■ **TASK**
Copy every line of the data that contains the string "each".

■ **DATA RECORDS**

::::::

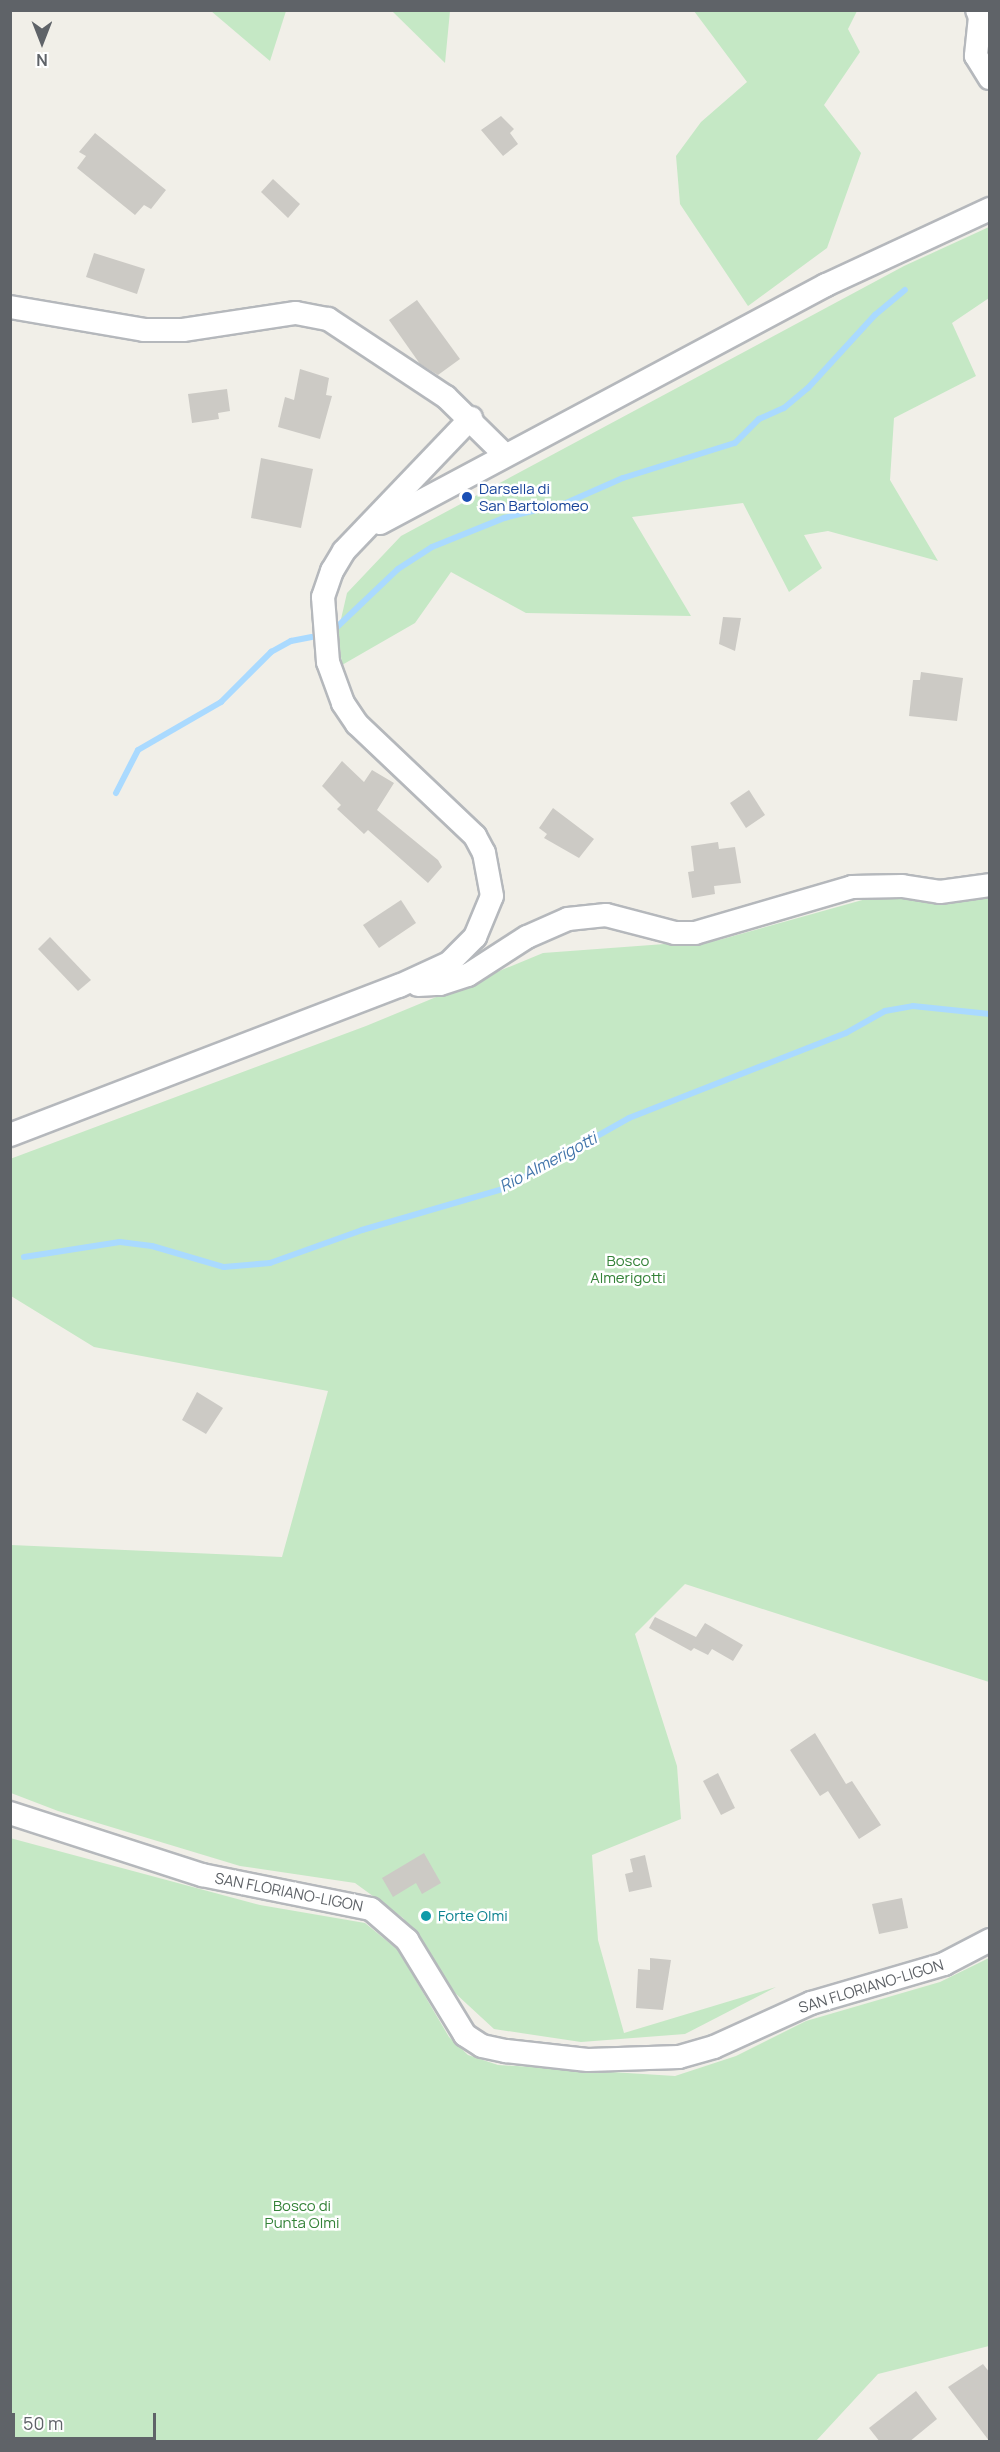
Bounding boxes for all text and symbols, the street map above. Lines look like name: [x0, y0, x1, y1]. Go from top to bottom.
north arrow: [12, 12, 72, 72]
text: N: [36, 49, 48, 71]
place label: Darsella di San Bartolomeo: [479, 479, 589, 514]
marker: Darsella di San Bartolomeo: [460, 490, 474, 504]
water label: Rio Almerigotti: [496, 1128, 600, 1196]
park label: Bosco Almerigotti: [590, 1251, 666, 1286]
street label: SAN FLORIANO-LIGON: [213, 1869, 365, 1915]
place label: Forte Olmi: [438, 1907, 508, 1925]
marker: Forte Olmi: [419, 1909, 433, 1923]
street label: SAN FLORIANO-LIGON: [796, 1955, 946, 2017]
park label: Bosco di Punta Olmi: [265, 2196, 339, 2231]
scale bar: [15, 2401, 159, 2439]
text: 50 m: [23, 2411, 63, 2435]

::::::

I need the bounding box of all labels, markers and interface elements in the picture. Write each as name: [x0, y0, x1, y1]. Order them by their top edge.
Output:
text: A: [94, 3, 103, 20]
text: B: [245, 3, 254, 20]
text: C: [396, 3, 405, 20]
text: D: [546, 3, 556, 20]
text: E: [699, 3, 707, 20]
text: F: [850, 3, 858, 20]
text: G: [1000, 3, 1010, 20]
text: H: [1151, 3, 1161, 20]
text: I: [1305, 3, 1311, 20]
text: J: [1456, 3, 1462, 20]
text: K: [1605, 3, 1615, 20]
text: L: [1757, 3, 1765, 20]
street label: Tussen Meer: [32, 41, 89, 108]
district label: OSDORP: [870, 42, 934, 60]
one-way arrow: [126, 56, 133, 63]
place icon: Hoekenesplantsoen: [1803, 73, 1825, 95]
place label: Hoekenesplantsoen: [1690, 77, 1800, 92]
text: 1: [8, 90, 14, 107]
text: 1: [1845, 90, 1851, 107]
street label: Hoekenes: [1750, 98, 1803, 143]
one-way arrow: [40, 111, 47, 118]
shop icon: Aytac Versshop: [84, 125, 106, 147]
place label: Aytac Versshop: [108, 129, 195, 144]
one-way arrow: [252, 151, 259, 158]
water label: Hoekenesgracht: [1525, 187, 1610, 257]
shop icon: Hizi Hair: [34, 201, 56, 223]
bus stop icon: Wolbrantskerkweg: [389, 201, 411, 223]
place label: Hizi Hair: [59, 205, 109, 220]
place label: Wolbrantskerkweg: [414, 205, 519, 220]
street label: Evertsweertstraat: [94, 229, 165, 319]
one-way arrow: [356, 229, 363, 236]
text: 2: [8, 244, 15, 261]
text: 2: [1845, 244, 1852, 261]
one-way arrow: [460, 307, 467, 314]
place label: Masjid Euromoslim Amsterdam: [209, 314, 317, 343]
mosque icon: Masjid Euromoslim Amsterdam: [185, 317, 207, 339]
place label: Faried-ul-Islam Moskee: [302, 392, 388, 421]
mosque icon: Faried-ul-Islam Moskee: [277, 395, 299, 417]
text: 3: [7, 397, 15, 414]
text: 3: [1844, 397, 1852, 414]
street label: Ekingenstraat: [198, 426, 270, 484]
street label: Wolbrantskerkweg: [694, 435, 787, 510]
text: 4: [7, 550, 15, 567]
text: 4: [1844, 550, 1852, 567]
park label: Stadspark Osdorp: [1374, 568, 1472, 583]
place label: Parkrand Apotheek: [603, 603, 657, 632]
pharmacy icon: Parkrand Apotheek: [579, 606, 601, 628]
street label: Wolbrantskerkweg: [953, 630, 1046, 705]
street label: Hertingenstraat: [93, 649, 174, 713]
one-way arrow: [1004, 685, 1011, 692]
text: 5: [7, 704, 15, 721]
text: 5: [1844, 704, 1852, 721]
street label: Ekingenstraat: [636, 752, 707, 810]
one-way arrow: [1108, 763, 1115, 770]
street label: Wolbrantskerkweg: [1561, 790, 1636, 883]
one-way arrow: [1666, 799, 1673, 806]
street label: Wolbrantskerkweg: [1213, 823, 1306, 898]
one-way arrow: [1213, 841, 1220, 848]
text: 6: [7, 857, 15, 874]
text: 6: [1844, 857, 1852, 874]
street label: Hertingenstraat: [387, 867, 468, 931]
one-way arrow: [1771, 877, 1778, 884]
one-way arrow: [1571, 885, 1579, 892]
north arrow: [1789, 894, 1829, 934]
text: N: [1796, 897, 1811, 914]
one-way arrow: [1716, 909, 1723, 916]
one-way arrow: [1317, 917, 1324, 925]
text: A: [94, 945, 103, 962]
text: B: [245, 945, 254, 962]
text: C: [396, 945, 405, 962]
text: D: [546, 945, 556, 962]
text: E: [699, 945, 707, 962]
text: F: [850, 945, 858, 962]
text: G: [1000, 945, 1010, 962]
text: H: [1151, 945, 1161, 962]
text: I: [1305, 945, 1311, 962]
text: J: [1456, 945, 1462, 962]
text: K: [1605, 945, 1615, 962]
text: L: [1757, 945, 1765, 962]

::::::

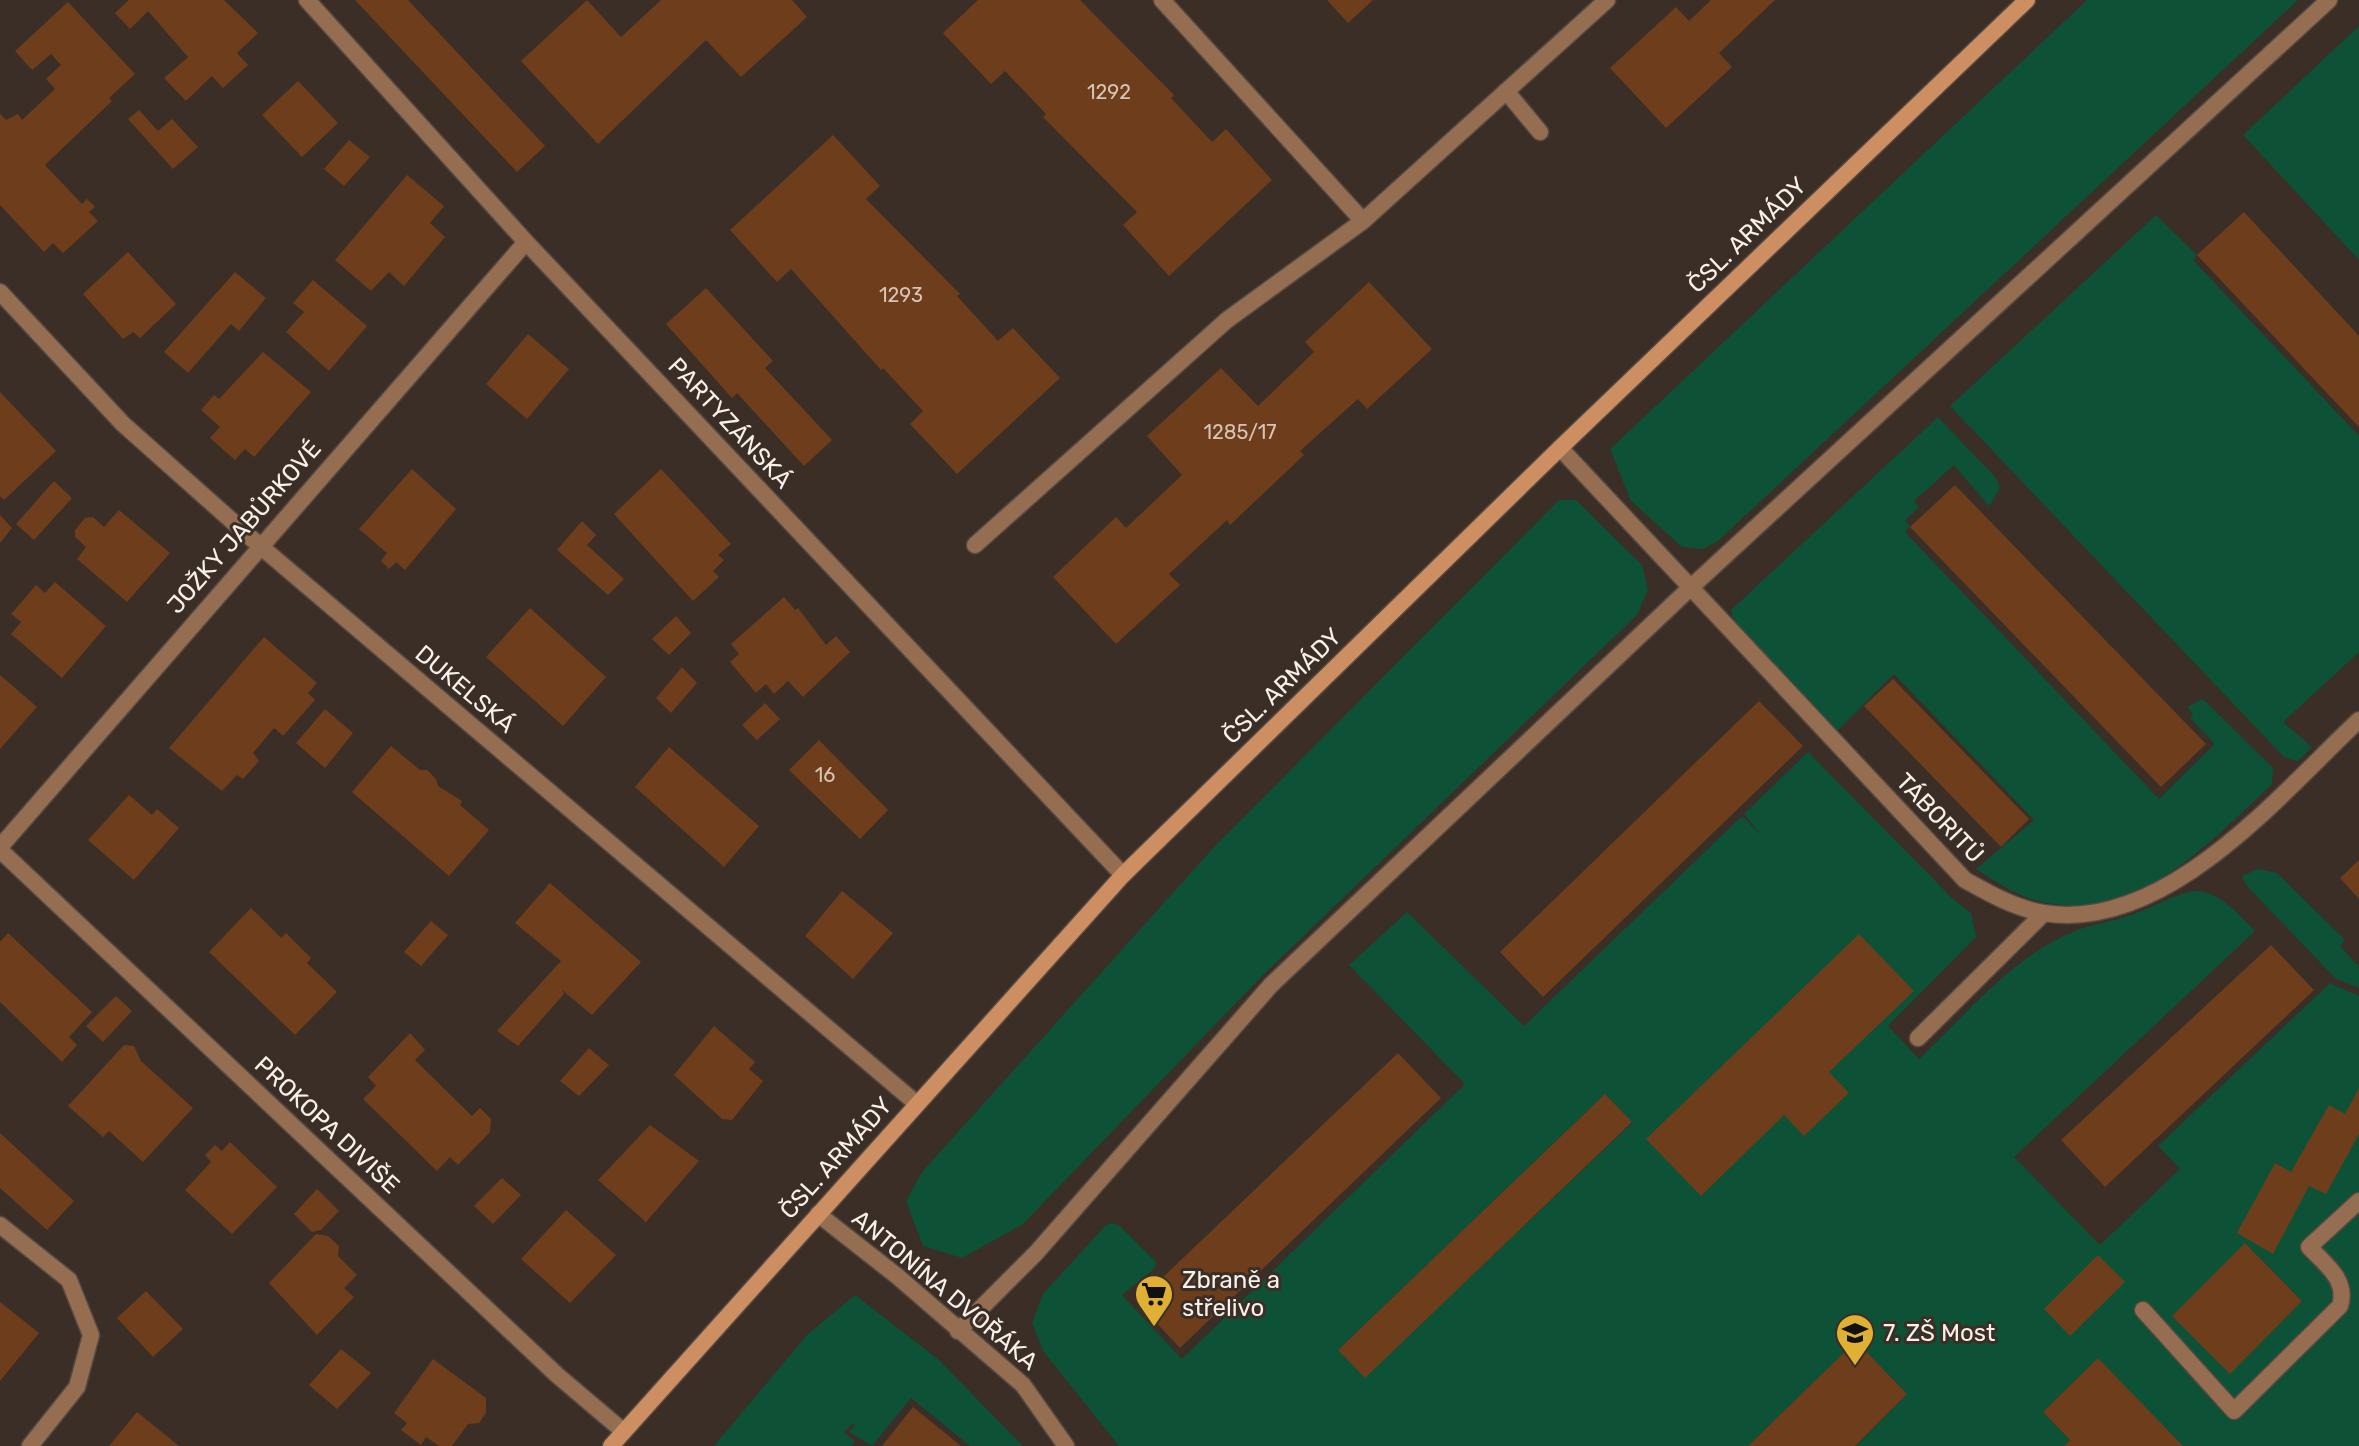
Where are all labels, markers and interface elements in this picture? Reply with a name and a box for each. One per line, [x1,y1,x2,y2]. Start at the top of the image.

::::::

■ **SOLUTION**
I need the bounding box of all labels, markers and interface elements in the picture. Write each as name: [x0, y0, x1, y1]. Order them by their top edge.
Where are all labels, markers and interface elements in this picture? Reply with a name and a box for each. One per line, [x1,y1,x2,y2]. Start at the top of the image.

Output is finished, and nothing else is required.